Most people who set up a guardianship arrangement have second, and even third choices in place if the first choice is unable to fulfill that great obligation (along with trusts in place for their care and comfort). If you didn't have anyone named, or everyone you had named could or would not do it (one should always get the assent of the named guardian prior to naming them and work out financial arrangements) the court would take your wishes into consideration as a factor to consider, but it is not bound by them. If there is a family member who wants or is willing to take the orphaned child(ren), than It is always seen as better, in the absence of a pre-arranged guardian or clear proof to the contrary, to place children with family as opposed to strangers.

When there is no plan in place, the placement is considered temporary while DHS/DCF investigates the situation and makes a plan for permanent placement.
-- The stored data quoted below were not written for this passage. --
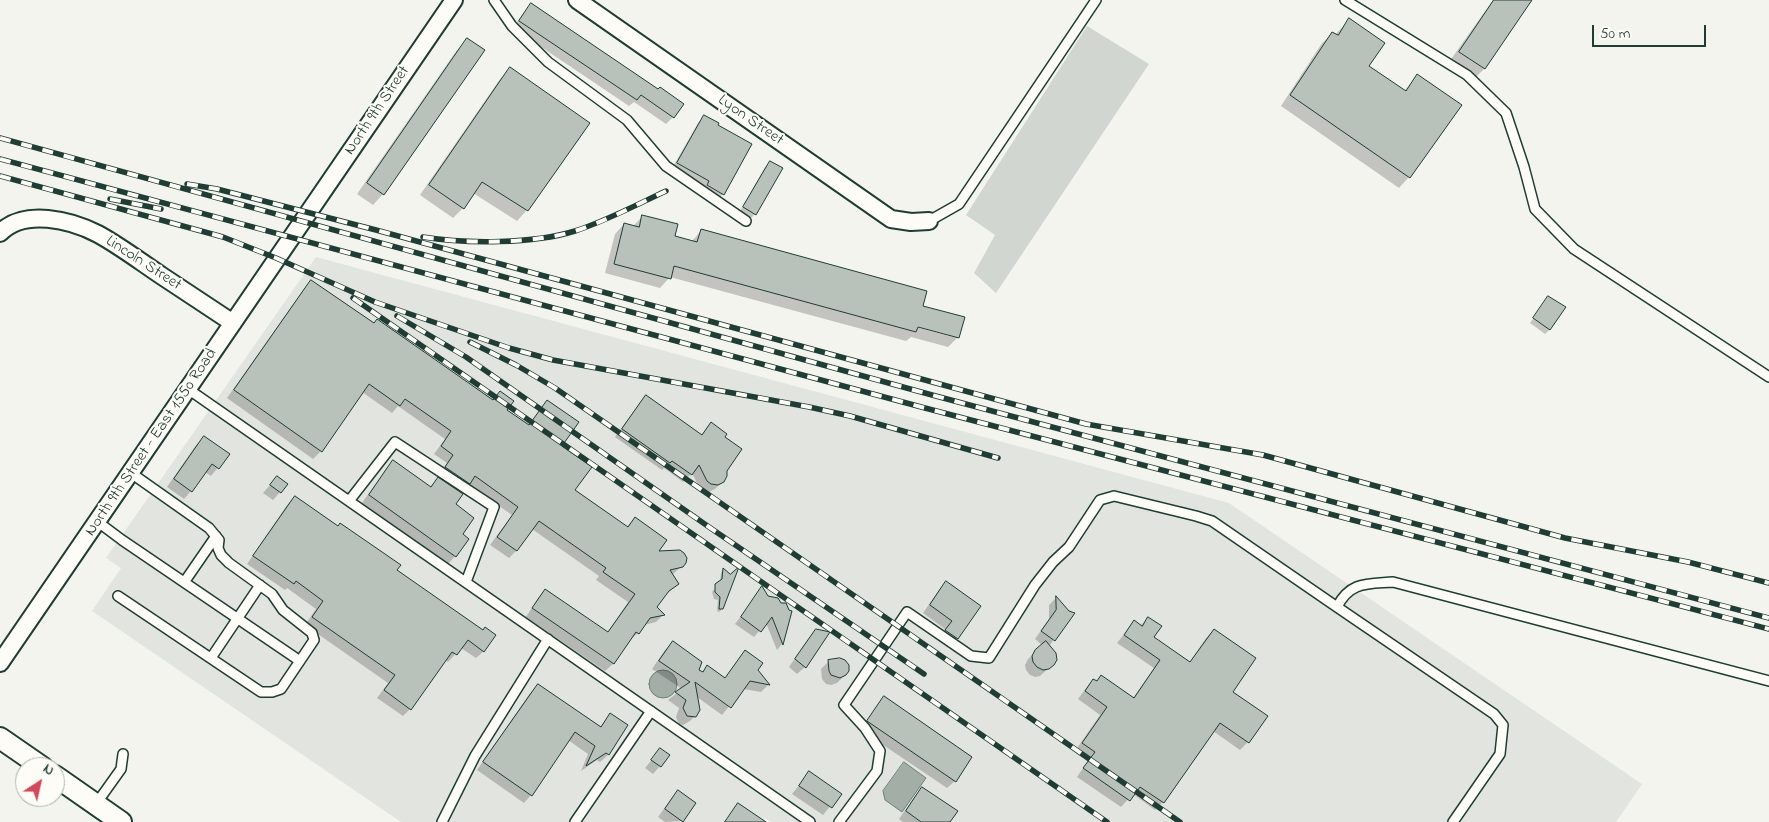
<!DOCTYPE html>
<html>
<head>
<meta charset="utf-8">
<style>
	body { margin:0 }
	#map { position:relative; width:1769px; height:822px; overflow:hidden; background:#f4f4ef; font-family:"Indie Flower",sans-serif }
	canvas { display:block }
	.north { position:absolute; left:15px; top:757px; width:50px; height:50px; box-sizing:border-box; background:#fdfcf7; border:1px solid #a4b0a9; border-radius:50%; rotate:35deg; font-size:14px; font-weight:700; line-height:20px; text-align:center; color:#1f3d34 }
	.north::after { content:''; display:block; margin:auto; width:18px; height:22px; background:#d1495b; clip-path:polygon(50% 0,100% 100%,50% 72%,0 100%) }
	.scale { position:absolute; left:1592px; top:25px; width:114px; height:22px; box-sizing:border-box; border:2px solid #1f3d34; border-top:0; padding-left:6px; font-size:15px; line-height:18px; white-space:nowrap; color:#1f3d34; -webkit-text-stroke:4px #fdfcf7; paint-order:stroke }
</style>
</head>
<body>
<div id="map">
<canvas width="1769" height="822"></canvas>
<div class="north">N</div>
<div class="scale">50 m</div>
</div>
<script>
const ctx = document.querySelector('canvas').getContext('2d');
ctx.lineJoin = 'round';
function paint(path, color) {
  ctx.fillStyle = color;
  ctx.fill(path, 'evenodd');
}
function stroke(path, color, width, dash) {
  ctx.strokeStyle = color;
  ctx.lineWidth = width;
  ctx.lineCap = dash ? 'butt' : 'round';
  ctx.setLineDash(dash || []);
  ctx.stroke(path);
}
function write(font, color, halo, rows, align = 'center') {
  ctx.font = font + ' "Indie Flower",sans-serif';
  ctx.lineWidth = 4;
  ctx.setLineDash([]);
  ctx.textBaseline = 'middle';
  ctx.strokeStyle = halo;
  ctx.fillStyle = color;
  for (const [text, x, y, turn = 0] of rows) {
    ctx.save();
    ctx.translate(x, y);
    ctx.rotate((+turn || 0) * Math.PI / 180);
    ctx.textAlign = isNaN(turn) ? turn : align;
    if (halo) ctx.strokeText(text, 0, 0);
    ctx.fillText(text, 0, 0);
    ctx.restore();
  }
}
paint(new Path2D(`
	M316,257L1229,503L1642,784L1616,822H771L765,818L762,822H401L92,611L121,568L106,558Z`), '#e2e5df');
paint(new Path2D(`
	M1087,26L1149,64L996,293L974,273L995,235L966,215Z`), '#d1d6d1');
const water = new Path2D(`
	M649 684a14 14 0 1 1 28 0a14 14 0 1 1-28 0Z
	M904,762L926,778L902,812L885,800L883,791Z`);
paint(water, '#a3aea7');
stroke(water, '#6e8179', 1);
paint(new Path2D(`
	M1493,0H1530L1484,69L1474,79L1449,62Z
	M531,5L673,117L666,124L634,102L629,106L513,28L524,12Z
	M1349,20L1367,66L1404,91L1417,76L1460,106L1409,177L1399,188L1281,106L1322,43L1333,33L1335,35Z
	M467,40L483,51L383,194L373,205L357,194L457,50Z
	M510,69L527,210L517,221L473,193L463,208L453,218L420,195L500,79Z
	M705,116L723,194L716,201L671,170L698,123Z
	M770,162L755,214L750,219L739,213L765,167Z
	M642,217L673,237L691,242L701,231L922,307L958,337L948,347L911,337L906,341L670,277L660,288L605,273L615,234L624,224L633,226ZM912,324L953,335V337L912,326Z
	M312,281L374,324L492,400L500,392L505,410L528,426L547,402L574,491L626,527L635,519L657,553L685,563L672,575L678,584L664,596L656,607L663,615L656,622L644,625L638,633L630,640H629L613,664L605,671L526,617L538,598L545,591L607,633L628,602L596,580L599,576L532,529L516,551L509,558L490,545L512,515L468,484L462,491L438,475L447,463L434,454L445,439L398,406L392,413L362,392L321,451L313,459L227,398L304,289Z
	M1548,297L1550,329L1545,334L1530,323Z
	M646,396L701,435L711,424L723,437L726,471L723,481L715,489L709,492L700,489L692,473L683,482L664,468L662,470L615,437L639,404Z
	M204,438L228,455L211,476L205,472L191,491L184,499L167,487L196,445Z
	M394,462L430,487L438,479L454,505L461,534L455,556L448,564L362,503L386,469Z
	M277,477L280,492L273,500L263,493Z
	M295,497L396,570L484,651L476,658L461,648L448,662L445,660L410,709L403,716L377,698L388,683L305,625L316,609L287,588L285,590L247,564L287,505Z
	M723,570L722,609L719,612L717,611L718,600L714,599L712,592L720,583L721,573Z
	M947,583L957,638L950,646L939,638L945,629L923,613L939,590Z
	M762,589L767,597L790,611L782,644L777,650L766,623L754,637L735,624Z
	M1056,598L1068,612L1073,614L1049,646L1053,664L1040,676L1035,677L1030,675L1026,670L1025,665L1028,659L1043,646L1035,639L1049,619V605Z
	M1148,618L1153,637L1189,663L1206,638L1214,630L1231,692L1266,716L1248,742L1240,750L1213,731L1163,802L1155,810L1133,794L1121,807L1077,777L1088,761L1075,751L1100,715L1078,699L1086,688L1093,680L1096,682L1101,676L1133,698L1154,668L1117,643L1134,622L1140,626Z
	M817,630L805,667L797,674L789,667L809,638Z
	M673,642L698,670L702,672L707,667L724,679L745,652L768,685L761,692L743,689L722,715L697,697L698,713L690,721L683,725L679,724L676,717L679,708L668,700L682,689L652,669L665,650Z
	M829,661L845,675L837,683L831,685L826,684L822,679L821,669Z
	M538,686L600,727L610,715L627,726L608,755L600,762L597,760L581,771L588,754L568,740L531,795L524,803L477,770L530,693Z
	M884,698L955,781L947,788L861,730L877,706Z
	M660,750V766L653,774L645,768Z
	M809,773L840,794L823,815L792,794Z
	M923,788L949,822H903L899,819L915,796Z
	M678,792L682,821L665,822L658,817L671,799Z`), '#0003');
const building = new Path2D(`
	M1494,0H1532L1485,69L1459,52Z
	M531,3L658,89L660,87L684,104L674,118L641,95L637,100L519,21Z
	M1349,18L1385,43L1369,66L1406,91L1417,74L1462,105L1410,178L1290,95L1332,32L1338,35Z
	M467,38L485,50L384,195L367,183Z
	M510,67L590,123L528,211L482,182L464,209L429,185Z
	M704,115L719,123L718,125L752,144L724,195L707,185L709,181L677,163Z
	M770,161L783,168L756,215L743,207Z
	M642,215L678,224L675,236L697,242L701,229L927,291L923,306L965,317L959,338L918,327L916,332L674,266L671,279L614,264L624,223L639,227Z
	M311,280L374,323L377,319L493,400L500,391L514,401L507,410L529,425L547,400L579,422L562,446L592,467L575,490L628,527L635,517L667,540L659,551L680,550L684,553L687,558L686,563L683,567L670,570L679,584L669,591L657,607L665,615L650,618L639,634L636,632L614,664L532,608L545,589L608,632L635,594L603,572L606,568L539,521L517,551L497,537L518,507L475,476L470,484L445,467L453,455L441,446L451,431L405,399L400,406L369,384L322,452L234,390Z
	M1548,296L1566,307L1550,330L1533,318Z
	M646,395L702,435L711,422L727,434L725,437L742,449L727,471V476L724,482L718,485L711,484L707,481L699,465L692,475L672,461L670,463L622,429Z
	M204,436L230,454L219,469L212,464L192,492L174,479Z
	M393,460L431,487L438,477L463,494L456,504L474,518L463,534L469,539L456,557L369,495Z
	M277,476L288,484L281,493L270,485Z
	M295,496L338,526L340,523L401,565L397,570L483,630L485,627L496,635L484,652L468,640L457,655L452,652L411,710L384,690L395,675L312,617L323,601L296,581L294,584L253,556Z
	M739,567L723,609H719L720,597L715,592V584L722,579L723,568L730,574Z
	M946,581L981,606L958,639L945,630L952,621L930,605Z
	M762,586L768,596L778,598L781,603H786L789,610L792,611L783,645L772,617L761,632L741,617Z
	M1056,596L1069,611L1075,613L1055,641L1041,631L1056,610Z
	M1148,617L1162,626L1154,637L1190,662L1214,629L1256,658L1233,692L1268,716L1249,743L1220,723L1164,803L1140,787L1130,801L1083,768L1095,752L1082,743L1107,707L1085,691L1093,679L1097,681L1101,675L1134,698L1160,660L1124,635L1134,620L1142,626Z
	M816,629L830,632L806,668L795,659Z
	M673,641L702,662L699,670L703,672L707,665L725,678L745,650L763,663L758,670L770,685L750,681L731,708L695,682L700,710L696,717L687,716L683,708L686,700L675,692L690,682L659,661Z
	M1046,641L1056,653L1057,660L1054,665L1049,669L1043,670L1037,667L1033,662L1032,656L1035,650Z
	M840,658L845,660L849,665V671L846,675L840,678L831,675L829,671L828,660Z
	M538,684L601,727L610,713L628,725L609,755L606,753L586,766L595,746L575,732L532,796L483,762Z
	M884,696L972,757L956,782L867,721Z
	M660,748L670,755L661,767L651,760Z
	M809,771L842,794L832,808L799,786Z
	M922,787L958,811L950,822H921L906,811Z
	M678,790L696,803L683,822L665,809Z
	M738,803L766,822H725Z`);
paint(building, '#b9c1bb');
stroke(building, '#1f3d34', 1);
const service = new Path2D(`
	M494,0L512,26L548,62L627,120L666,166L746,221
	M1345,0L1467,75L1506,113L1524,167L1535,209L1574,249L1769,377
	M929,221L959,204L1096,0
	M188,389L810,822
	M349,501L395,442L494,507L466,582
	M98,522L122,540L300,661
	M185,581L216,536
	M118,596L261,692H272L281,689L314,640L312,633L283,610L272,594L229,563L221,555L218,548L219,540L209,528L131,473
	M211,658L260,585
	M96,804L121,769L123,754
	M442,822L475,756L548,639
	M575,822L651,711
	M839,822L877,771L880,751L865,728L844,705L907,612L971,656L989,658L1035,585L1053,562L1069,547L1100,500L1114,496L1196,516L1212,521L1337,607
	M1453,822L1500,754L1503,725L1494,714L1337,607C1350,581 1368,584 1393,582L1769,681`);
const minor = new Path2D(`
	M577,0L891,219L911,222L929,221
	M0,233C24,208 71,220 98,234C120,246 141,262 162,276C186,292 209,307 233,323
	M0,663L454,0`);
const tertiary = new Path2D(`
	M0,738L42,767
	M55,776L121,822`);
stroke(service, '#1f3d34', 12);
stroke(minor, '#1f3d34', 20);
stroke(tertiary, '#1f3d34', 24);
stroke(service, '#fdfcf7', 9);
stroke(minor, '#fdfcf7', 16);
stroke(tertiary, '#fdfcf7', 20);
const rail = new Path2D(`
	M0,138L932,395L1769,618
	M0,159L925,408L1769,629
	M0,176L223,237L276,258L375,302L509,348L553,360L809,407L850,416L998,458
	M187,184L217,189L376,230L1086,424L1263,455L1565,538L1688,562L1769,583
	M110,199L161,209
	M423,237C466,244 533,244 575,231C606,221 636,205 666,191
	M353,298L1107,822
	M397,316L466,357L709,527L924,674
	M470,342L516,365L555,388L1180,822`);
stroke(rail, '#1f3d34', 5.5);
stroke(rail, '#fdfcf7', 4, [11]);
write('16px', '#1f3d34', '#fdfcf7', [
	["North 9th Street",378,111,-56],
	["Lyon Street",750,121,35],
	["Lincoln Street",143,264,33],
	["North 9th Street - East 1550 Road",152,443,-56]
]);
</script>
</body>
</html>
I am assuming you are not talking about disavowing the other parent – unless they've had their parental rights terminated for abuse or neglect. If there is a living parent, even if you have full parental rights and responsibilities, that is who the child will be placed with unless that person cannot or will not take custody.

Assuming you're not referring to a parent, as with any court action involving children, a "best interest of the child" analysis is undertaken, and in a case like you're describing, many factors would be analyzed like fitness from a non-biased perspective (a guardian ad litem is appointed as well as a child services case worker) with frequent visits and interviews, background checks, well-being checks, and the like before any permanent placement order occurs. Also, if the child(ren) are older, they will also be heard as to their preference for placement if there are competing interests. Again, this all assumes you didn't name a guardian who was willing to take custody, and the other parent was also deceased or barred by law from taking custody.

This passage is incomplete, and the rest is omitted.